First-principles study on single-layer electronic structure of Fe-doped MoS2 and the reduction of NO on the doped surface

Electrocatalytic reduction represents an effective approach for the conversion of the harmful gas nitric oxide (NO) into ammonia (NH3), a vital chemical precursor in industrial production. However, the large-scale practical application of NO electrocatalytic reduction remains a significant challenge, particularly in the identification of efficient, low-cost, and stable catalysts. In this study, we investigate the electronic structure, magnetic properties, and stability of the Fe-MoS2 doping system using first-principles calculations. We explore the activation mechanism of NO molecules by Fe-MoS2 and assess its potential as an electrocatalyst for NO reduction by examining the electronic structure of the adsorbed states. Our results show that Fe doping effectively modulates the electronic structure of MoS2, significantly enhancing its capacity to adsorb NO compared to pristine molybdenum disulfide surfaces. Analysis of charge transfer and electronic properties during NO adsorption reveals a charge transfer of 0.32e between the substrate and the adsorbed NO molecule. Furthermore, the 2py and 2px orbitals of the nitrogen atom exhibit partial overlap with the 3dxy, 3dyz, and 3dxz orbitals of the Fe atom near the Fermi level, indicating strong interactions that facilitate NO activation.

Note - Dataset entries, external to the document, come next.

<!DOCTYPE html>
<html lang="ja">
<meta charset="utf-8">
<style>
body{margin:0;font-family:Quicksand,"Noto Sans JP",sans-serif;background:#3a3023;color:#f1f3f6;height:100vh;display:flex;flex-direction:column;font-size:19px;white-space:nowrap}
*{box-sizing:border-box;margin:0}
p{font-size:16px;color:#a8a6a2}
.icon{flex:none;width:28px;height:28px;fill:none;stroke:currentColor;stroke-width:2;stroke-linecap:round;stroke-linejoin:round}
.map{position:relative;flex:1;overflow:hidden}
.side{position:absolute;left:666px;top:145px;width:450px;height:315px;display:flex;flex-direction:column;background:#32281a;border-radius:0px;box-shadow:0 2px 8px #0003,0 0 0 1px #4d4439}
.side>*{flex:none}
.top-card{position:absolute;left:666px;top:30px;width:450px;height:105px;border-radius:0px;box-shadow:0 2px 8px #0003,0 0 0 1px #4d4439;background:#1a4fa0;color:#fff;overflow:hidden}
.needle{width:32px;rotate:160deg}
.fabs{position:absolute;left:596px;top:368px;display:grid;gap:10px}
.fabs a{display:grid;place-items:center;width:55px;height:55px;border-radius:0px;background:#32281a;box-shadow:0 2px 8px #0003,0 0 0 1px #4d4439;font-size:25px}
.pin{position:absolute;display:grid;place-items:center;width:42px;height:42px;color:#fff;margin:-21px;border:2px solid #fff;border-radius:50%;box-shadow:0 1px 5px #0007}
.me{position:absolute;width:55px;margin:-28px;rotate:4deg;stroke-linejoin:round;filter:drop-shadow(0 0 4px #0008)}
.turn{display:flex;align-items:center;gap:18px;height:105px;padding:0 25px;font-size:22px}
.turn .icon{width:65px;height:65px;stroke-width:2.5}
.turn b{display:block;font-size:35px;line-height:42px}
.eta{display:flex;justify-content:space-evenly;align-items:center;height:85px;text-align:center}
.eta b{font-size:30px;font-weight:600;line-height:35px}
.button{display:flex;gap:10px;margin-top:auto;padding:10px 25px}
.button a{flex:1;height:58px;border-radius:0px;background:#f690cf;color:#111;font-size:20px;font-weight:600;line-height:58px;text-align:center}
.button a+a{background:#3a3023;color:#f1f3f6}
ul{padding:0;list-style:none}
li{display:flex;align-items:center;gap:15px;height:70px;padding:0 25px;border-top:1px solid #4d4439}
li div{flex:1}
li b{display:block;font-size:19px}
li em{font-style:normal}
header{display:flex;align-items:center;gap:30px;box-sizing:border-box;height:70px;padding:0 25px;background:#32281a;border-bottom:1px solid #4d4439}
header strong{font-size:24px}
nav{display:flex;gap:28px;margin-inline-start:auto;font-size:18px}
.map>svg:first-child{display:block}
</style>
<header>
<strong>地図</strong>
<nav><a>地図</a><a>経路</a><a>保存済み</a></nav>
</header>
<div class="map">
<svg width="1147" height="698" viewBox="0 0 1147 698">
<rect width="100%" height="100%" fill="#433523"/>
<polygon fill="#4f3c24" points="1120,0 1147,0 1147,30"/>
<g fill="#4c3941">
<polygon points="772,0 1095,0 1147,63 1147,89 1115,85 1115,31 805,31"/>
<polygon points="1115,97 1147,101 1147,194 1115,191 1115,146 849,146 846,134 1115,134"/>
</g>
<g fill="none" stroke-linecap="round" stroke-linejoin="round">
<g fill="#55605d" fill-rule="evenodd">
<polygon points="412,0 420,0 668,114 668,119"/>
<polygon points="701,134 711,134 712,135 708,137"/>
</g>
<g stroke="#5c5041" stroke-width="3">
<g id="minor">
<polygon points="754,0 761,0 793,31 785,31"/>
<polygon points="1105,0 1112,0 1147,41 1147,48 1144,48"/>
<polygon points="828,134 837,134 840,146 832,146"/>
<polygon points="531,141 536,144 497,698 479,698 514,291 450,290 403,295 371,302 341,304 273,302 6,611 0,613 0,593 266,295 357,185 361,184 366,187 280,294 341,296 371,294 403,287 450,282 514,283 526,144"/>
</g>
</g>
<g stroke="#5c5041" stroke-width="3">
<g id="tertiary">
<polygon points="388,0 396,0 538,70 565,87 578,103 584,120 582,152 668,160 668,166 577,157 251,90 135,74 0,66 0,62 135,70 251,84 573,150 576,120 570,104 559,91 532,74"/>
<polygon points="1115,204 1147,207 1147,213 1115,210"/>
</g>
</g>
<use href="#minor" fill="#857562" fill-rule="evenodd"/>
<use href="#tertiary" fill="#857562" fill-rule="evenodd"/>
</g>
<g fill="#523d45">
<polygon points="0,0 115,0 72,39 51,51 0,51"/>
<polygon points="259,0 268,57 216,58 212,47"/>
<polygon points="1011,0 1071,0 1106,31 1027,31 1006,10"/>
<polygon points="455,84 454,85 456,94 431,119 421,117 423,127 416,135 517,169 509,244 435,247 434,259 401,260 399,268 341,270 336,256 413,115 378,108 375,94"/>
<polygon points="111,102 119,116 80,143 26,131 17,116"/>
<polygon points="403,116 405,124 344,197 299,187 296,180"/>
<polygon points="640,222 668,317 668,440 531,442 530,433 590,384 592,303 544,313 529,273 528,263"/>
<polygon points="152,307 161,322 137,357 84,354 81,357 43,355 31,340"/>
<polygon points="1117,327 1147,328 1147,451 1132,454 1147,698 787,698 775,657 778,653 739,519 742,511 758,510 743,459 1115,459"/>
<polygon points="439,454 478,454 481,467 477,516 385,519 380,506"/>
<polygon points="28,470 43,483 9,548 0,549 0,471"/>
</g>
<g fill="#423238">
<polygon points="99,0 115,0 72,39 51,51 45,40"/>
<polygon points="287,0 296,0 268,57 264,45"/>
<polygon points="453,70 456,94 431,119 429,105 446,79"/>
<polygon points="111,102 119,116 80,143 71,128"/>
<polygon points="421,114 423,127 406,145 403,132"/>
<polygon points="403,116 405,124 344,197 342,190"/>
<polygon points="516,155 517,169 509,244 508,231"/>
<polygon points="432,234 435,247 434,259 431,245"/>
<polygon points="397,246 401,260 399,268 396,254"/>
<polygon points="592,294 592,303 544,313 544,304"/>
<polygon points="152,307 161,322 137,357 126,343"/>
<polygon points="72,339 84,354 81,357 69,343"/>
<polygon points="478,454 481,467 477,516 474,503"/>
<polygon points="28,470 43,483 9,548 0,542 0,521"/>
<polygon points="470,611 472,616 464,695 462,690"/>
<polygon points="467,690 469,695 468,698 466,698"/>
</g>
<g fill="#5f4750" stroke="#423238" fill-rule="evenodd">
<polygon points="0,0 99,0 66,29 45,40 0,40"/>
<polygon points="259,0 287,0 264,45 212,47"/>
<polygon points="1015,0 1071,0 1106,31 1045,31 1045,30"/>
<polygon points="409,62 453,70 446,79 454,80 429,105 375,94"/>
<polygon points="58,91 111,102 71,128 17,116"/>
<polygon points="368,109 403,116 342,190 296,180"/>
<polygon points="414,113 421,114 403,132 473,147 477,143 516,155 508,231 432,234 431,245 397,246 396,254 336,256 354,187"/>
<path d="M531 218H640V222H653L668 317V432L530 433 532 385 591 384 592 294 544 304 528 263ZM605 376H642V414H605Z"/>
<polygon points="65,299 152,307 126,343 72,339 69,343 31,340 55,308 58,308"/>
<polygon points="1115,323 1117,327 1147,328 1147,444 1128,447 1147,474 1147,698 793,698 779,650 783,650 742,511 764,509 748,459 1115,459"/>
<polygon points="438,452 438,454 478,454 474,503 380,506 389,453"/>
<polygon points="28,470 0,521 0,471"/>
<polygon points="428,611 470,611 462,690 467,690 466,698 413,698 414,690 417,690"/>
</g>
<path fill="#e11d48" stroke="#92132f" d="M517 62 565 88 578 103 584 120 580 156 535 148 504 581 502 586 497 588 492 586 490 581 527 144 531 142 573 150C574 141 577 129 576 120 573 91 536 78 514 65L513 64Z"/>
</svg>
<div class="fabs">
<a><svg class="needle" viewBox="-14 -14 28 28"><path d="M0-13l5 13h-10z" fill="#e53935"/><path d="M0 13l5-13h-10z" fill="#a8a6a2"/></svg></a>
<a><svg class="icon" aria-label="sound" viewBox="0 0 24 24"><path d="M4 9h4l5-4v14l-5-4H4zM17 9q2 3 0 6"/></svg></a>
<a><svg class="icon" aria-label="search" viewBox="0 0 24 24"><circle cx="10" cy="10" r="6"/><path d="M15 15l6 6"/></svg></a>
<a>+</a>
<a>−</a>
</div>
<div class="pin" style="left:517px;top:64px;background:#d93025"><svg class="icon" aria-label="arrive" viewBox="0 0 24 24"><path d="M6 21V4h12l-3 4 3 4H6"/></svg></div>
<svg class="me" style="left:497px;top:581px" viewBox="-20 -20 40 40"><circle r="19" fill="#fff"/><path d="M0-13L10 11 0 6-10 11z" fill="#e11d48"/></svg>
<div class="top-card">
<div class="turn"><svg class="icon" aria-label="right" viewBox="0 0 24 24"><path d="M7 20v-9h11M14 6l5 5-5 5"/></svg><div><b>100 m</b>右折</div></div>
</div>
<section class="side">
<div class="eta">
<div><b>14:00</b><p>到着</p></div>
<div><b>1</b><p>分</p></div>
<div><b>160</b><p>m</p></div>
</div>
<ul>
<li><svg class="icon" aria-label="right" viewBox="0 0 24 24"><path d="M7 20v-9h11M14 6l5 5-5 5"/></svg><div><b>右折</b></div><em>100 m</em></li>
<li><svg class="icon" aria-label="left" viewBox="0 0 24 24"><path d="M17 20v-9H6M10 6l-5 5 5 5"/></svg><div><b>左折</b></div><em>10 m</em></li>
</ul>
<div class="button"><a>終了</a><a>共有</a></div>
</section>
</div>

The hydrogenation process of NO to ammonia was further investigated using two different approaches. The results demonstrated the exceptional electrocatalytic reduction activity of Fe-doped S vacancy towards NO. This study not only provides a concise depiction of the Fe-MoS2 electrocatalyst but also verifies the feasibility of utilizing Fe-MoS2 for the electrocatalytic synthesis of ammonia from NO.